La Cassazione stabilisce che non si raddoppia il termine d’accertamento se non è integrata la soglia di punibilità del reato relativa all’imposta di cui è contestata l’evasione

La Cassazione stabilisce che non si raddoppia il termine d’accertamento se non è integrata la soglia di punibilità del reato relativa all’imposta di cui è contestata l’evasione

Con la sentenza 18 febbraio 2022, n. 5501 allegata, la Cassazione ha escluso che possa operare il raddoppio del termine di accertamento nel caso in cui non sia integrata la soglia di punibilità relativa all’imposta evasa prevista dal reato di fraudolenta dichiarazione in quanto tale raddoppio è subordinato all’accertamento dell’astratta sussistenza di un reato che faccia sorgere l’obbligo di denuncia penale a carico del pubblico ufficiale per uno dei reati previsti dal d.lgs. n. 74/2000.

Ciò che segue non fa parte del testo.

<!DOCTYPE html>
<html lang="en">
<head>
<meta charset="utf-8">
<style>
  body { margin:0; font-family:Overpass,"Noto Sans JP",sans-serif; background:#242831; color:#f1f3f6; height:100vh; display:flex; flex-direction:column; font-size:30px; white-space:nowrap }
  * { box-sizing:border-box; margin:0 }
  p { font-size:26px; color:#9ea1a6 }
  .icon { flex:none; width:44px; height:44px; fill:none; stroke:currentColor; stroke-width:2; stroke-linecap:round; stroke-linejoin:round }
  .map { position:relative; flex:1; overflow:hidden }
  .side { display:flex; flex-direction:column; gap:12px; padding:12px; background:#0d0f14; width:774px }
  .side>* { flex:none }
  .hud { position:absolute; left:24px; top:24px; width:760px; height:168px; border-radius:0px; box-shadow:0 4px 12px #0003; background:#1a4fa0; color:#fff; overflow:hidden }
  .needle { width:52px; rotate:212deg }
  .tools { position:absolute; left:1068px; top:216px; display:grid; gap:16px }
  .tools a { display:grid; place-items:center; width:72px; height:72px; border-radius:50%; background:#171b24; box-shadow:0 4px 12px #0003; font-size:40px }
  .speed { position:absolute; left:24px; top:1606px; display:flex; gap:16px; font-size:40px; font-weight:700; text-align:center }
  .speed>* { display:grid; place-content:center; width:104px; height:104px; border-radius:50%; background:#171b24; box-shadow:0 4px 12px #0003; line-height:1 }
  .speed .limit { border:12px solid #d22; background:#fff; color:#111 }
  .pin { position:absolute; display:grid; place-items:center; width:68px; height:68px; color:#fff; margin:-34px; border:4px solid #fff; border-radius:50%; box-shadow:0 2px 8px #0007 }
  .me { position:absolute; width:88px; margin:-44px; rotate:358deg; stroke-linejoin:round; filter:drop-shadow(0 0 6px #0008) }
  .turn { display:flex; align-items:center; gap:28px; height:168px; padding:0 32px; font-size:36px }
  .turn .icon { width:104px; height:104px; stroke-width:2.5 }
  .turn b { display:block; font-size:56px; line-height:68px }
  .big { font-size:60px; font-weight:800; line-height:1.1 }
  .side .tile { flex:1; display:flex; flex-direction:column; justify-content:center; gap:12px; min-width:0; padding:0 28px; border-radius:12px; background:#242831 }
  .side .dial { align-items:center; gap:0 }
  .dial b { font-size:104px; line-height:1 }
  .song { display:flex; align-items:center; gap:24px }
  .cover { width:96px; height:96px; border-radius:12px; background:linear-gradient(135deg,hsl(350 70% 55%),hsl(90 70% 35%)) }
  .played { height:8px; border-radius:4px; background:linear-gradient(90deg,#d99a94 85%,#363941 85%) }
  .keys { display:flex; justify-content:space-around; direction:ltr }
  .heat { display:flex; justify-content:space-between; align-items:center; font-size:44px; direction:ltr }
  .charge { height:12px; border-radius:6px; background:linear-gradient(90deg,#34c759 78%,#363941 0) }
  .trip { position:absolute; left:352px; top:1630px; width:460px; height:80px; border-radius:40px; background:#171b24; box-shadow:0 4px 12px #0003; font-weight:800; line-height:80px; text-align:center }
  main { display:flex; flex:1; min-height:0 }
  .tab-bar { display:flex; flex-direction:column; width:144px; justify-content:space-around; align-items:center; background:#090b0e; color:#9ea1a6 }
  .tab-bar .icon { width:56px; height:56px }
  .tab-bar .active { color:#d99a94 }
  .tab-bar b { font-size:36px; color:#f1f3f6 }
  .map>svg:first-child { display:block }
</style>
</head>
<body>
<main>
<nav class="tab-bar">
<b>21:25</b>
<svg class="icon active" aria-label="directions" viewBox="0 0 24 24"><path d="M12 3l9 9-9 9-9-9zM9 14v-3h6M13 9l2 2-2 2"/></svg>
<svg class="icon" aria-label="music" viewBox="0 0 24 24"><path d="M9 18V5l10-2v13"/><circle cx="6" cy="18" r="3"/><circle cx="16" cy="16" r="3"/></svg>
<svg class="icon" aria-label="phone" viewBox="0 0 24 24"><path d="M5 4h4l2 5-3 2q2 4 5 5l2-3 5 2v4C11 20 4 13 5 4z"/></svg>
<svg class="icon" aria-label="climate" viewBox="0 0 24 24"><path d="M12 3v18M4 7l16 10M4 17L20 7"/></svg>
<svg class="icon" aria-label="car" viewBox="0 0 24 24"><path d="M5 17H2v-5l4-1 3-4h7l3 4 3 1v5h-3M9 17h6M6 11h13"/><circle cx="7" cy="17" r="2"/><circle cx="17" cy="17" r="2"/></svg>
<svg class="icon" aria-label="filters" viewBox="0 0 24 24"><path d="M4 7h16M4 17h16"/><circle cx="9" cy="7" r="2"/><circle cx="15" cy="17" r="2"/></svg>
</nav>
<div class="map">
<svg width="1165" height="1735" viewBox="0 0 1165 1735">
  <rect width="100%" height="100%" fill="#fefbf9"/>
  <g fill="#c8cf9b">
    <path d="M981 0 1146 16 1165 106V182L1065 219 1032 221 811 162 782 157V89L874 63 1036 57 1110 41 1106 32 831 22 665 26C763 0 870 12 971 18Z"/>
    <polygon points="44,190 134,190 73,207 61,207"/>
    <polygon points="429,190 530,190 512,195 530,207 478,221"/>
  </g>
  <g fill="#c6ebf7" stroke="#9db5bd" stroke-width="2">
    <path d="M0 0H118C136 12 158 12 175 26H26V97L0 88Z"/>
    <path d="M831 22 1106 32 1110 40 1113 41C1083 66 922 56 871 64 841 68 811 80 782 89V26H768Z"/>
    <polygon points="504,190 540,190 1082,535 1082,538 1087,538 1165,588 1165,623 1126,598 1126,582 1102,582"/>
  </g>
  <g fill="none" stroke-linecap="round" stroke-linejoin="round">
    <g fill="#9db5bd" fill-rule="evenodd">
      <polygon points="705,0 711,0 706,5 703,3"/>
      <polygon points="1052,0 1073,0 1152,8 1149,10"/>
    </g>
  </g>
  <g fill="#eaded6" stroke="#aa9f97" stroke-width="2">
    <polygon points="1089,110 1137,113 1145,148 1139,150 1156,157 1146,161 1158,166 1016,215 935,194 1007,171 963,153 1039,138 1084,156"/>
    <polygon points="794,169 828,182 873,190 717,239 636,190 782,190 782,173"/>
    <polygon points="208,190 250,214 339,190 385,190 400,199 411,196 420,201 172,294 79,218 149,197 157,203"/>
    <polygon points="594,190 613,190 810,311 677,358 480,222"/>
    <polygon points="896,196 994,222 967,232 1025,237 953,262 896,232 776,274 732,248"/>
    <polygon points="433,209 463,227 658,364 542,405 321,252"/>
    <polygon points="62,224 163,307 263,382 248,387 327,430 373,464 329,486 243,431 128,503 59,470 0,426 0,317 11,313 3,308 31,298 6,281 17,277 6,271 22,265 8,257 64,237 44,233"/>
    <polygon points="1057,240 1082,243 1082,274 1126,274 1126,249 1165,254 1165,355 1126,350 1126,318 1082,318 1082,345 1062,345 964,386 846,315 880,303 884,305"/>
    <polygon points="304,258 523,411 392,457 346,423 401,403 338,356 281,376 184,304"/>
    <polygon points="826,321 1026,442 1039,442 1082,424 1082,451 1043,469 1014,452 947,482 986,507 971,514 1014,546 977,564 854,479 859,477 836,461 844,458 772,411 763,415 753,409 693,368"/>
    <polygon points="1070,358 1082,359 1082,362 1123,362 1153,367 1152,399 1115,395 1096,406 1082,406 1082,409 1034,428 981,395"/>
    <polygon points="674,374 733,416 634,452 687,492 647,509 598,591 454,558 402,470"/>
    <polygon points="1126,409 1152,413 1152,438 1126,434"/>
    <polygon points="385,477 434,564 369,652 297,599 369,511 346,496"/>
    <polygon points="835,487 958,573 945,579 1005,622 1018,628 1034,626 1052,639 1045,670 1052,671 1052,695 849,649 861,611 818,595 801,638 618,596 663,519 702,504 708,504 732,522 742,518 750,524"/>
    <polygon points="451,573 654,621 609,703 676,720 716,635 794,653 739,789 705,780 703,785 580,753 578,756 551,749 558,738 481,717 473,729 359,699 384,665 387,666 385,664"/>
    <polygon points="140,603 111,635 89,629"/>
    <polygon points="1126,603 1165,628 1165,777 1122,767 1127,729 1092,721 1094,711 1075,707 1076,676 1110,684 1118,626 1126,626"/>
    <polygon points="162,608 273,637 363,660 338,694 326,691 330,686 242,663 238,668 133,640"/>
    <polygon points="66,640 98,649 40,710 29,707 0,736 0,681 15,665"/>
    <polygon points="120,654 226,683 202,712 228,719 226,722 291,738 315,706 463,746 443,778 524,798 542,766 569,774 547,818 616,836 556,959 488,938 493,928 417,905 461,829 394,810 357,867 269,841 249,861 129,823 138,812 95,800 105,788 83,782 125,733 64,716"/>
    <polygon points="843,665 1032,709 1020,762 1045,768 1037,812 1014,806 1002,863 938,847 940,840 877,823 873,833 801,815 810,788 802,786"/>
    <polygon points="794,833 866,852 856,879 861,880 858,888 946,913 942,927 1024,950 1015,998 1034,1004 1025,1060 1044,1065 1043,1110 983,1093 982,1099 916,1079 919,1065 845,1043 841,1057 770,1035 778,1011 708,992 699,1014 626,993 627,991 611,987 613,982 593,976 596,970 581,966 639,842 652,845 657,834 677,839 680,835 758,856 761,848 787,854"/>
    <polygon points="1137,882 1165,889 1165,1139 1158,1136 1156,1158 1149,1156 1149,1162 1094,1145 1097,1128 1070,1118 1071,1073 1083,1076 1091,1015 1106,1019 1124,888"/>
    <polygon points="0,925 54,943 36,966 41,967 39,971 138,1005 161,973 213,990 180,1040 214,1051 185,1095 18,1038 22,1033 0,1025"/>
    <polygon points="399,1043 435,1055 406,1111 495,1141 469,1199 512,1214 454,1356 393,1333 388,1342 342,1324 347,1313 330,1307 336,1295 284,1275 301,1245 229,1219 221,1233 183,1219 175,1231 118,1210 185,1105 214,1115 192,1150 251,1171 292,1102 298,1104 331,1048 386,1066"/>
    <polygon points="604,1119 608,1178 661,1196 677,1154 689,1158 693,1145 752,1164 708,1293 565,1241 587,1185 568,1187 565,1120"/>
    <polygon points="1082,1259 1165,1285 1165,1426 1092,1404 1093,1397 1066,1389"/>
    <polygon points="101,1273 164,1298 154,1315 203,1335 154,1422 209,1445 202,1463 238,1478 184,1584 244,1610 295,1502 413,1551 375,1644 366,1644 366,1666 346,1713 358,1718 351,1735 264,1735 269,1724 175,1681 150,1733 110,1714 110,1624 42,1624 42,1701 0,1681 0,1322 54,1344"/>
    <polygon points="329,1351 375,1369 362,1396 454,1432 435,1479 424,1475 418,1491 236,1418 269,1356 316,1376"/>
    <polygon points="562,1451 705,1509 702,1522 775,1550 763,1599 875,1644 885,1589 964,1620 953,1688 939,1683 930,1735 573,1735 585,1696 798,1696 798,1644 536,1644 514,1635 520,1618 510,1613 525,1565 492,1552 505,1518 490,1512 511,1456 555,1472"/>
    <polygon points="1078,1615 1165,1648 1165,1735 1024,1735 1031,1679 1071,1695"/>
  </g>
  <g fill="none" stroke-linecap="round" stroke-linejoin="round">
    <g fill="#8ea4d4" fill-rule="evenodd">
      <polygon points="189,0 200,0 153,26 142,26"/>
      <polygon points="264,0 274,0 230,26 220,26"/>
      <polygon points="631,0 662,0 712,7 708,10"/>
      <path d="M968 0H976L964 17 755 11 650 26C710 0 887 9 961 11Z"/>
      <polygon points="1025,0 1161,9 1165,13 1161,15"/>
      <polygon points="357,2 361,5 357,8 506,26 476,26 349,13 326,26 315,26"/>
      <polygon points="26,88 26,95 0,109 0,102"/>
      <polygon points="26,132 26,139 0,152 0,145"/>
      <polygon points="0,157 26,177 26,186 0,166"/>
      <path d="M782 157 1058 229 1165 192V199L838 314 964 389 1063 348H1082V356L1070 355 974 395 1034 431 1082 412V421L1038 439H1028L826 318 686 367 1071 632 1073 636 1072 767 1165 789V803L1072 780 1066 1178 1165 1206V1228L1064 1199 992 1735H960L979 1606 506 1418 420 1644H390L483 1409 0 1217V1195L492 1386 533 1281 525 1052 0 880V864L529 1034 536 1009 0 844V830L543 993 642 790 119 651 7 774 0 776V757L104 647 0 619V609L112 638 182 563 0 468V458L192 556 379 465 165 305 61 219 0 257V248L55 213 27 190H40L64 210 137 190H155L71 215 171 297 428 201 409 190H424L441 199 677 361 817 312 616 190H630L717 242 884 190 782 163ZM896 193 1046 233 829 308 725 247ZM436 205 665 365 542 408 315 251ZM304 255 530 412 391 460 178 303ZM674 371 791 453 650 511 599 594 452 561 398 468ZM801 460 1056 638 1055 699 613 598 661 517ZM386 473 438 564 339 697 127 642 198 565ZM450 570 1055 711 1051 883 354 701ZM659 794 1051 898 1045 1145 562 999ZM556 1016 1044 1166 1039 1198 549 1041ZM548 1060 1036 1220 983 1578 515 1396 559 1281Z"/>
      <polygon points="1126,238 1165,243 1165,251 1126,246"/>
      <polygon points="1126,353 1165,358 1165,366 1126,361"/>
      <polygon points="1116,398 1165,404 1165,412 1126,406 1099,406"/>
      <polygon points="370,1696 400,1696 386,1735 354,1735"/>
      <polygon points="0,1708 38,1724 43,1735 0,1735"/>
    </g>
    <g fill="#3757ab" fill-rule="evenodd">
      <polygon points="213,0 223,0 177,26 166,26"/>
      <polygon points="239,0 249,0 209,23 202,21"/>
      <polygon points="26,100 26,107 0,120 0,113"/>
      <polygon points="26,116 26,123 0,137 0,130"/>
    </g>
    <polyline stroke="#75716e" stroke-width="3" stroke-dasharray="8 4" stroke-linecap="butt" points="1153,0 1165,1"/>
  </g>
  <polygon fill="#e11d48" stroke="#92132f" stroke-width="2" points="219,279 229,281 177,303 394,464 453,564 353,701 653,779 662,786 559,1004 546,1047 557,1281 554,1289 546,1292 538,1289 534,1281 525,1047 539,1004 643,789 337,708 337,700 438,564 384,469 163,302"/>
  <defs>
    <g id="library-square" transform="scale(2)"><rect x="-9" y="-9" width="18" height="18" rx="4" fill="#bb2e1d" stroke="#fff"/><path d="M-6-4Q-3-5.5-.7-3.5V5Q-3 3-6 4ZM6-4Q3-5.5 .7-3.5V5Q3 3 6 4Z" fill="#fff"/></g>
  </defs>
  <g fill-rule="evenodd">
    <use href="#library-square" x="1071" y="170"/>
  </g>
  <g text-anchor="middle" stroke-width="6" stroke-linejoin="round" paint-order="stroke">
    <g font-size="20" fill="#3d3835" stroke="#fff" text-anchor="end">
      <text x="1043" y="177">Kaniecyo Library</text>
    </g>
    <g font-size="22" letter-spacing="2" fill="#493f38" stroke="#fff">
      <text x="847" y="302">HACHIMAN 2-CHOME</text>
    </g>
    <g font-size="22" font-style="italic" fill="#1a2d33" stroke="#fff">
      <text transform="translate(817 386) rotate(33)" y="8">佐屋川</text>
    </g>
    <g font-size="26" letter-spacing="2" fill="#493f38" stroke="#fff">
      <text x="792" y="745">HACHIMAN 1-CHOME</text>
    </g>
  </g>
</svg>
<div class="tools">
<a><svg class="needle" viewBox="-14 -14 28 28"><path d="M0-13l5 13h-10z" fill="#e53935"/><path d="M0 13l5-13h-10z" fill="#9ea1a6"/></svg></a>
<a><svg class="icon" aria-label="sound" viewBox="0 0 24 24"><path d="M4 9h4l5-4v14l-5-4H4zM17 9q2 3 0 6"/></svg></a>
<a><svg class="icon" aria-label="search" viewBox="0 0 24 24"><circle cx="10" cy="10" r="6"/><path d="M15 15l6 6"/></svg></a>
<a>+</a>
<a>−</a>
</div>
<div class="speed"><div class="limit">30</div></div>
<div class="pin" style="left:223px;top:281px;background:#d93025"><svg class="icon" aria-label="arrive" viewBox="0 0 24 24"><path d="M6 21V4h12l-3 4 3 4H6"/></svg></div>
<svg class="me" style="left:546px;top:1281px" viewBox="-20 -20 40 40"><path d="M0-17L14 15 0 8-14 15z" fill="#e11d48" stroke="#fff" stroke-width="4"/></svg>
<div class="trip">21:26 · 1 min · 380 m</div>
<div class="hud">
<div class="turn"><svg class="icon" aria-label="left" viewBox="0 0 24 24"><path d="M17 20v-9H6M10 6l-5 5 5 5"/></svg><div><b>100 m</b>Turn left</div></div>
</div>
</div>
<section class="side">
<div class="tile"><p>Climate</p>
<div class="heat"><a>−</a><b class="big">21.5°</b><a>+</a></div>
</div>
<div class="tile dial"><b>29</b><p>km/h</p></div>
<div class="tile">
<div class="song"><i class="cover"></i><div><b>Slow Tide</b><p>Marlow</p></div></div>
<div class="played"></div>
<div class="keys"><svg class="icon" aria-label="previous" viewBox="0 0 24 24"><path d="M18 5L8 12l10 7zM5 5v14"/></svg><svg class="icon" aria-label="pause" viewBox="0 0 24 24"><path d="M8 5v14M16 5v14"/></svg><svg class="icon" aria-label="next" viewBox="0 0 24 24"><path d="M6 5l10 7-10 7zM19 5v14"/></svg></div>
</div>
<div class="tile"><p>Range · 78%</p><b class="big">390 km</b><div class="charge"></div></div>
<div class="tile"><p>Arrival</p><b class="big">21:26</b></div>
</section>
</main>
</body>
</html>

La CTR del Veneto con la sentenza impugnata aveva annullato un avviso di accertamento per IRES relativa al periodo d’imposta 2004 notificato dall’Agenzia delle Entrate ad una società di capitali, avendolo ritenuto tardivo per il fatto che, nel caso oggetto del giudizio, non poteva sorgere tale obbligo di denuncia per non essere integrati gli elementi oggettivi del reato di fraudolenta dichiarazione fra cui, fra l’altro, anche quello relativo alla soglia di punibilità di un’imposta evasa superiore ad Euro 77.468,53.   

Ebbene, la Corte di Cassazione, poiché l’Agenzia delle Entrate aveva presentato ricorso avverso tale sentenza, l’ha pienamente confermata, condividendo le argomentazioni formulate nel nostro controricorso. In particolare, la Suprema Corte, dopo aver premesso che “la dizione legislativa rende chiaro che il raddoppio è legato all’astratta sussistenza di un reato perseguibile d’ufficio, che fa sorgere l’obbligo di denuncia in capo al pubblico ufficiale ai sensi dell’art. 331 citato, e non dipende dal suo accertamento in concreto” e che “il raddoppio opera in presenza di tale presupposto astratto, indipendentemente dall’effettiva presentazione della denunzia, dall’inizio dell’azione penale e dall’accertamento del reato nel processo (Cass., Sez. VI, 28/06/2019, n. 17586, Cass., Sez. V, 13/09/2018, n. 22337; Cass., Sez. VI, 30/05/2016, n. 11171)”, ha argomentato che, “quando viene contestato il raddoppio dei termini, rientra nei compiti del giudice tributario l’accertamento dell’astratta sussistenza di un reato perseguibile d’ufficio, che faccia sorgere l’obbligo di denuncia in capo al pubblico ufficiale ai sensi dell’art. 331 cod. proc. pen., quindi anche del raggiungimento della soglia di rilevanza penale di cui all’artt. 43, comma 3, del d.P.R. n. 600 del 1973, nel testo vigente ratione temporis (cfr. Cass. Sez. 6 – 5, Ordinanza n. 11171 del 30/05/2016; Sez. 6 – 5, Ordinanza n. 13483 del 30/06/2016)”. Pertanto, poiché nel caso oggetto del giudizio, come rilevato dalla CTR del Veneto, la stessa Agenzia delle Entrate aveva riconosciuto che non risultava integrata la soglia di punibilità relativa all’imposta evasa, ha concluso che non poteva operare il raddoppio dei termini di accertamento in quanto, “conformemente al disposto normativo il superamento delle soglie di punibilità dev’essere riferito ad ogni imposta considerata singolarmente e ad ogni singolo anno d’imposta”.